Abstract

The guidelines recommend establishing native vascular access as opposed to prosthetic or catheter-based access despite information relating to its effectiveness being scarce from a patient-orientated perspective. We analyzed the effectiveness of a continued policy of native vascular access (CPNVA) in patients undergoing hemodialysis. A retrospective, observational study, including 150 patients undergoing hemodialysis between 2006 and 2012 at our center, and who underwent a CPNVA. Statistical analysis was based on treatment intention. In 138 patients (92%), the first useful access (FUA) was native, and in 12 patients (8%), it was prosthetic. In 50 patients (33.3%), more than one procedure had to be carried out in to order to achieve FUA. The probability of dialysis occurring via a FUA was 67.1% and 45.3% at 1 and 5 years respectively.
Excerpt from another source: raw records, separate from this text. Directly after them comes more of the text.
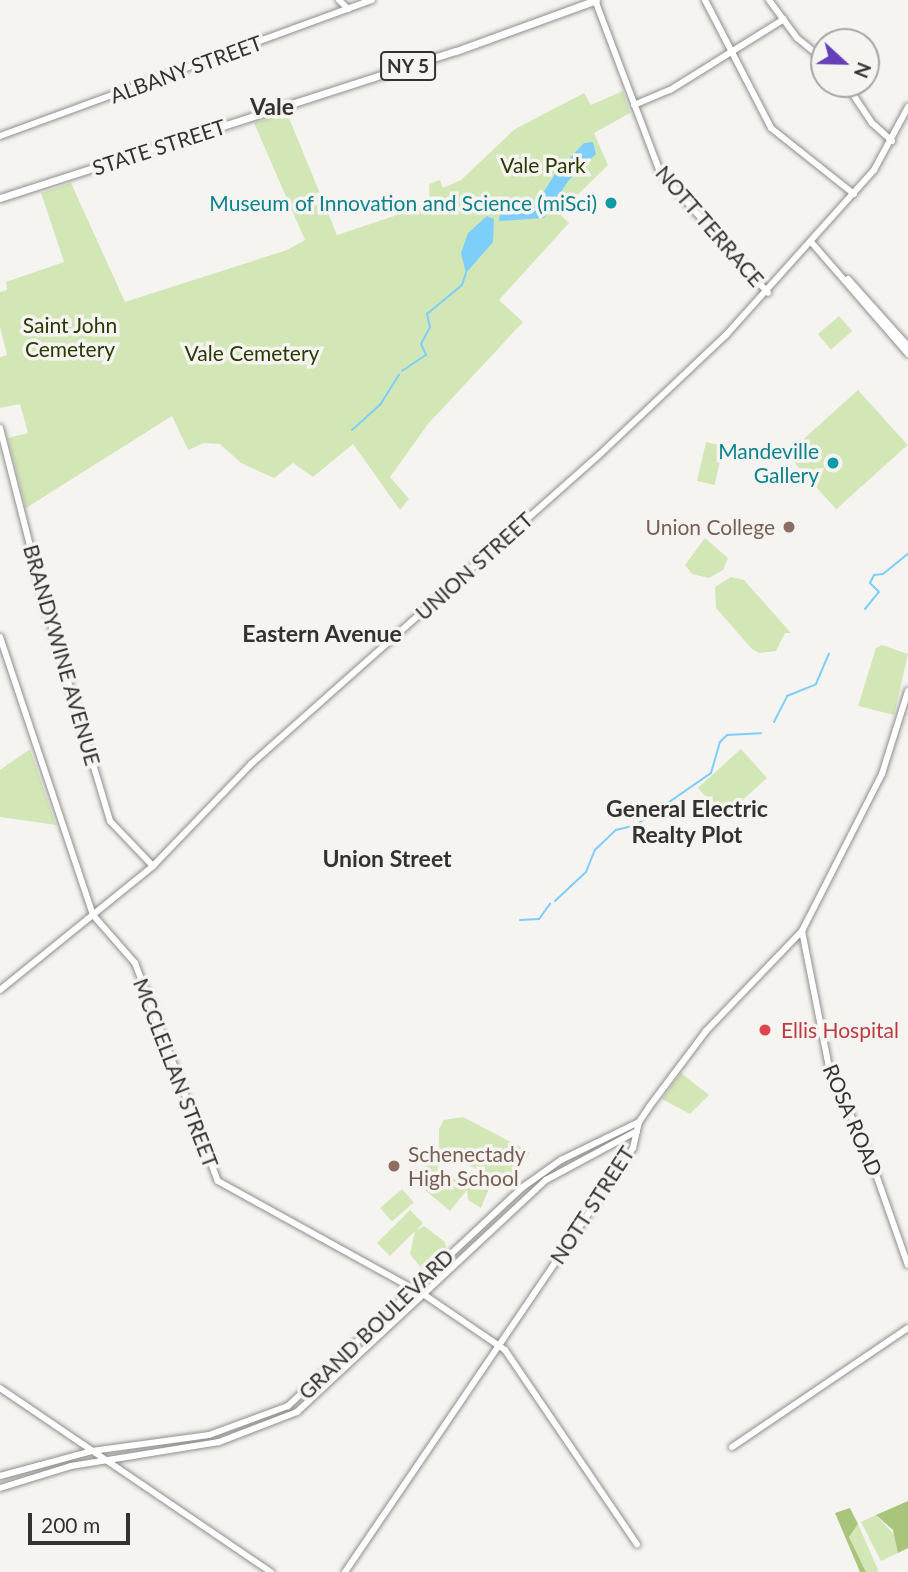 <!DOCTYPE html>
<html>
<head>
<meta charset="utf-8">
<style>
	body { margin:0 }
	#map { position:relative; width:908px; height:1572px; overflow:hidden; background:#f5f4f1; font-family:Lato,sans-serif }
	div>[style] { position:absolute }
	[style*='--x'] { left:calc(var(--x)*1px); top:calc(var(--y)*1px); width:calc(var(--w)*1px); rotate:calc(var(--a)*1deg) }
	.green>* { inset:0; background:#d3e7b6; transform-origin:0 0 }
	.forest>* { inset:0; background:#a8c57b }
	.water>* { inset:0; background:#7ecefc }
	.stream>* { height:2px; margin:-1px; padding:0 1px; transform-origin:1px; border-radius:1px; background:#7ecefc }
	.roads { filter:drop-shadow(0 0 2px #908f8c) drop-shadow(0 0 2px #908f8c) }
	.secondary>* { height:6px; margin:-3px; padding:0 3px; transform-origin:3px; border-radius:3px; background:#fff }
	.primary>* { height:7px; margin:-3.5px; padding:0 3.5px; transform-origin:3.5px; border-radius:3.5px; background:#fff }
	.dots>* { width:19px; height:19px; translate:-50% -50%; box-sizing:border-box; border:4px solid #f5f4f1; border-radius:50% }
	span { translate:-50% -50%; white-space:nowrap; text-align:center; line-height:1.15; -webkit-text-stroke:7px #f5f4f1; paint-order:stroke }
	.shield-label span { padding:2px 5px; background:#f5f4f1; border:2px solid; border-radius:5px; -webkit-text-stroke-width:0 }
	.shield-label { font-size:19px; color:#333231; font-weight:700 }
	.street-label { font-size:21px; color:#333231 }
	.park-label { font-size:21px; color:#293a03 }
	.culture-label { font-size:21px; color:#0d838f }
	.right { translate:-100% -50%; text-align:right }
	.education-label { font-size:21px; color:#785e54 }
	.left { translate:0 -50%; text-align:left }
	.health-label { font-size:21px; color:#be3a42 }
	.neighbourhood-label { font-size:23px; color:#333231; font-weight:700 }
	.north { position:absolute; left:810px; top:28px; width:70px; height:70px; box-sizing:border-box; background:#f5f4f1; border:2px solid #a7a6a4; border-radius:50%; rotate:112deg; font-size:19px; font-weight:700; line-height:28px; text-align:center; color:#333231 }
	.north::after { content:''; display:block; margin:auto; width:24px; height:32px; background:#643fb7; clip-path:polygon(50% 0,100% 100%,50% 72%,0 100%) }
	.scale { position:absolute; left:28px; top:1513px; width:102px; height:32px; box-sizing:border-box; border:4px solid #333231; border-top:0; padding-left:9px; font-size:21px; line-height:24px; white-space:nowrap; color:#333231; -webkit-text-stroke:5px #f5f4f1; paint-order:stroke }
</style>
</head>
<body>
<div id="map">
	<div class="green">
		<i style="clip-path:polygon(623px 91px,630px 113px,594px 133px,608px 165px,559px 213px,569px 223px,499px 300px,523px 322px,428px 424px,390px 477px,409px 499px,400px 510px,353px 444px,313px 477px,293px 463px,274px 478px,241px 463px,220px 444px,204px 443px,188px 450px,172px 416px,26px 508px,8px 438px,28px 433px,20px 404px,0 408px,0 357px,7px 355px,0 327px,0 292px,7px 290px,6px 282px,64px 262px,41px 193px,71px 183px,125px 302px,287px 250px,305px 240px,254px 123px,287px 113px,337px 235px,430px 204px,429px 184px,440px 180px,443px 188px,461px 180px,515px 129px,584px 93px,591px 105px)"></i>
		<i style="left:839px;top:316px;width:20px;height:28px;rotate:49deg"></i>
		<i style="left:858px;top:390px;width:74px;height:96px;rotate:48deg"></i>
		<i style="left:706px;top:442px;width:18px;height:40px;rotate:13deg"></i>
		<i style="clip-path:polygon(705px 538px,728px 558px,723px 570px,709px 578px,692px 574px,685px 565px)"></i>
		<i style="clip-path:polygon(731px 577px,744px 580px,791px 633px,785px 633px,776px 651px,760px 653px,752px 649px,716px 608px,715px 587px)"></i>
		<i style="clip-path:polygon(882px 645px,908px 654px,894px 715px,858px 706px,876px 648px)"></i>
		<i style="clip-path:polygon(30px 749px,56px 825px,0 817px,0 770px)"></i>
		<i style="left:741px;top:749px;width:39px;height:58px;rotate:48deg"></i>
		<i style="clip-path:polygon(681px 1073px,709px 1095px,690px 1114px,662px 1099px)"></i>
		<i style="clip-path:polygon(463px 1117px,530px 1152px,517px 1176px,498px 1182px,439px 1148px,439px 1129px,444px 1120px)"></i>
		<i style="clip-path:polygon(431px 1160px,467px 1189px,474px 1178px,490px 1186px,481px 1208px,468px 1200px,467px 1190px,450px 1211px,414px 1181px)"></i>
		<i style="left:402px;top:1189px;width:18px;height:29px;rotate:49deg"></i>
		<i style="clip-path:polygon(410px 1210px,423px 1223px,417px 1230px,424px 1226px,445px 1242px,446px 1248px,422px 1269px,410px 1254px,415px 1231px,390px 1256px,377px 1243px)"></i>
		<i style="clip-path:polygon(876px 1515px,898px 1539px,898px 1553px,881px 1561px,861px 1522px)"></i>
		<i style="clip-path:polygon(858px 1524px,879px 1572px,866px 1572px,849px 1537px)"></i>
	</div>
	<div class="forest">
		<i style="clip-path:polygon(908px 1501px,908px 1548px,898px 1553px,893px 1530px,876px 1515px)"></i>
		<i style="clip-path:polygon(850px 1508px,858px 1524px,849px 1537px,866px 1572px,860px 1572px,835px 1513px)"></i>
	</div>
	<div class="water">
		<i style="clip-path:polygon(593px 142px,596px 154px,569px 180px,544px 218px,499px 221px,500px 213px,519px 202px,538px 201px,555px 174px,584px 143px)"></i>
		<i style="clip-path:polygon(487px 216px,494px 219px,493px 242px,466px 273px,461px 253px,468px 233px)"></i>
	</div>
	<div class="stream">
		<i style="--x:402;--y:371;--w:29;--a:-34"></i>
		<i style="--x:426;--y:355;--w:12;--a:-114"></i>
		<i style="--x:421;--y:344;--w:19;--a:-62"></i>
		<i style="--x:430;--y:327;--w:13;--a:-103"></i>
		<i style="--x:427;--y:314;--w:45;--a:-39.6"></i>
		<i style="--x:462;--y:285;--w:13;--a:-72"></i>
		<i style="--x:352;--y:430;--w:38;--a:-42"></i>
		<i style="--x:380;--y:405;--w:36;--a:-58"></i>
		<i style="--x:865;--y:609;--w:22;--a:-51"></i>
		<i style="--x:879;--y:592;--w:13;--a:-135"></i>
		<i style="--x:870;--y:583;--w:9;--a:-63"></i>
		<i style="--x:874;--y:575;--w:9;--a:-6"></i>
		<i style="--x:883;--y:574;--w:32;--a:-39"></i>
		<i style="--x:774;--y:722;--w:29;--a:-63"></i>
		<i style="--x:787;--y:696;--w:31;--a:-22"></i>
		<i style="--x:816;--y:684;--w:33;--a:-67"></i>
		<i style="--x:555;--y:901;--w:42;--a:-43.1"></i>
		<i style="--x:586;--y:872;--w:24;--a:-68"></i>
		<i style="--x:595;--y:850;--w:29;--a:-44"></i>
		<i style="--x:616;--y:830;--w:21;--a:-14"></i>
		<i style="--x:636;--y:825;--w:91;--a:-34.7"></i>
		<i style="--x:711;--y:773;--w:32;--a:-74"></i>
		<i style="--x:720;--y:742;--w:10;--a:-45"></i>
		<i style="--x:727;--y:735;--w:34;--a:-3"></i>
		<i style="--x:520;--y:920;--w:19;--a:-3"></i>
		<i style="--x:539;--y:919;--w:19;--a:-54"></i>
	</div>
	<div class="roads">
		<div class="secondary">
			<i style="--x:339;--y:0;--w:13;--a:45"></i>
			<i style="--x:595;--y:0;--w:184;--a:69.3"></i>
			<i style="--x:660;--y:172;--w:162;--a:48.2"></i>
			<i style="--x:705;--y:0;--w:144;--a:62.7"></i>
			<i style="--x:771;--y:128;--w:106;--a:38.5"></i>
			<i style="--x:769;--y:0;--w:47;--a:53.6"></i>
			<i style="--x:797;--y:38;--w:35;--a:39"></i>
			<i style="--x:846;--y:84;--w:47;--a:56.3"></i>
			<i style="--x:872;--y:123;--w:27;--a:42"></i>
			<i style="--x:634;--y:105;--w:39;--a:-23"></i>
			<i style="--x:670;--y:90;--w:134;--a:-31.9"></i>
			<i style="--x:0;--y:136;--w:396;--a:-20.1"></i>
			<i style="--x:812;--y:243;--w:147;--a:49.1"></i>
			<i style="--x:848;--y:279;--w:90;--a:48.2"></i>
			<i style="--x:0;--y:428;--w:182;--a:75.7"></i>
			<i style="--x:45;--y:604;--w:227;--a:73.3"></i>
			<i style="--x:110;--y:821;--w:62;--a:46.3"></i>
			<i style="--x:0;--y:637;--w:293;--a:71.5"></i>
			<i style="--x:93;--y:915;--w:64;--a:48.8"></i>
			<i style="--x:135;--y:963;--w:233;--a:69.2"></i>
			<i style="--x:218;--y:1181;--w:234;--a:28.9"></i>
			<i style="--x:423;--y:1294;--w:99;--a:34.3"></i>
			<i style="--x:505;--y:1350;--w:235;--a:55.8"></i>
			<i style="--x:802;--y:931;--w:139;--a:78.8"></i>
			<i style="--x:829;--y:1067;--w:105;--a:65.9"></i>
			<i style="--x:872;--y:1163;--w:108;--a:70.6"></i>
			<i style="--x:0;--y:990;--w:197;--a:-39"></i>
			<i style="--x:153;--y:866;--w:141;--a:-46.1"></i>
			<i style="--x:251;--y:764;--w:465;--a:-41.6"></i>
			<i style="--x:599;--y:455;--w:175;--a:-43.4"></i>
			<i style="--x:726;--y:335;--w:222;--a:-48.1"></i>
			<i style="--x:874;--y:170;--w:72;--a:-61.6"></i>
			<i style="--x:0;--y:1388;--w:328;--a:34.2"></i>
			<i style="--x:732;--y:1447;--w:212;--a:-34.1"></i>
			<i style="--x:0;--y:1476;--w:95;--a:-15.2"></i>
			<i style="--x:92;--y:1451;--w:118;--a:-7.8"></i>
			<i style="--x:209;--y:1435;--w:84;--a:-20.2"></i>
			<i style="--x:288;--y:1406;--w:321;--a:-43"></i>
			<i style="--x:523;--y:1187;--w:47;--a:-35.4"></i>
			<i style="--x:561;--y:1160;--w:87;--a:-26"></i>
			<i style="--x:0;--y:1488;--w:74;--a:-17.2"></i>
			<i style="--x:71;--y:1466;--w:150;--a:-9.2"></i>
			<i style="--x:219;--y:1442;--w:84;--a:-21"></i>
			<i style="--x:297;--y:1412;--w:340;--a:-43"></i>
			<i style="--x:546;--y:1180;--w:103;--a:-28.3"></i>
			<i style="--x:345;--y:1572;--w:513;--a:-55.81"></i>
			<i style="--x:633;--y:1148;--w:27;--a:-77"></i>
			<i style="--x:639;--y:1122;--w:18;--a:-56"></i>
			<i style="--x:649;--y:1107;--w:95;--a:-53.1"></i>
			<i style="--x:706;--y:1031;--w:139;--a:-46.2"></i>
			<i style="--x:802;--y:931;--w:176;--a:-63"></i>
			<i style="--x:882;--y:774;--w:87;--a:-72.6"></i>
		</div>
		<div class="primary">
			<i style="--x:0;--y:198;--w:479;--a:-17.9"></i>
			<i style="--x:456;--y:51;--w:149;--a:-20"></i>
		</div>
	</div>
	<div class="dots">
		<i style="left:611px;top:203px;background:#0f9aa8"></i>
		<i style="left:833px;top:463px;background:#0f9aa8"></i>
		<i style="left:789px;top:527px;background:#8d6e63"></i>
		<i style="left:765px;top:1030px;background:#e0444e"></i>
		<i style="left:394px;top:1166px;background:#8d6e63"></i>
	</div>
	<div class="shield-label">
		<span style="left:408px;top:66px">NY 5</span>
	</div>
	<div class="street-label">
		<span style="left:186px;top:69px;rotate:-20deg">ALBANY STREET</span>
		<span style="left:159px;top:147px;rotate:-18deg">STATE STREET</span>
		<span style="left:710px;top:226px;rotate:49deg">NOTT TERRACE</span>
		<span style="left:474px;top:566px;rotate:-42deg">UNION STREET</span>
		<span style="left:62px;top:655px;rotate:74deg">BRANDYWINE AVENUE</span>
		<span style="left:176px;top:1073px;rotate:69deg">MCCLELLAN STREET</span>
		<span style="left:853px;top:1120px;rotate:67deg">ROSA ROAD</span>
		<span style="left:592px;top:1205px;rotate:-57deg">NOTT STREET</span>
		<span style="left:376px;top:1324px;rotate:-44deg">GRAND BOULEVARD</span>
	</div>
	<div class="park-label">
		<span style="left:543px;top:165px">Vale Park</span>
		<span style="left:70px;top:337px">Saint John<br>Cemetery</span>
		<span style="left:252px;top:353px">Vale Cemetery</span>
	</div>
	<div class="culture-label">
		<span class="right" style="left:597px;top:203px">Museum of Innovation and Science (miSci)</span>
		<span class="right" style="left:819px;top:463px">Mandeville<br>Gallery</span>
	</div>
	<div class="education-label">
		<span class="right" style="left:775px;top:527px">Union College</span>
		<span class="left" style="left:408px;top:1166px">Schenectady<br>High School</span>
	</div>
	<div class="health-label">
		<span class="left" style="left:781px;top:1030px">Ellis Hospital</span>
	</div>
	<div class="neighbourhood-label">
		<span style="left:272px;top:106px">Vale</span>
		<span style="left:322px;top:633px">Eastern Avenue</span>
		<span style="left:687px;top:821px">General Electric<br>Realty Plot</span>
		<span style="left:387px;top:858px">Union Street</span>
	</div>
	<div class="north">N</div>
	<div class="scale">200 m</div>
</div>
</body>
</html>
Over the follow-up period (mean time=30 months), 84 patients (56%) required repairs or new access, extending the effectiveness of the CPNVA to 88.3% and 73.2% at 1 and 5 years respectively. The effectiveness of the CPNVA was reduced if the patient: required a catheter initially (HR: 3.6, p=0.007); in cases of initially elevated glomerular filtration rate (HR: 1.1, p=0.040); in cases of history of previous access failure before FUA (HR: 3.9, p=0.001); and in female patients (HR: 2.4, p=0.031). The long-term effectiveness of a CPNVA is high. However, the percentage of patients requiring diverse procedures in order to achieve FUA and the need for re-interventions yield the necessity to optimize preoperative evaluation and postoperative follow-up.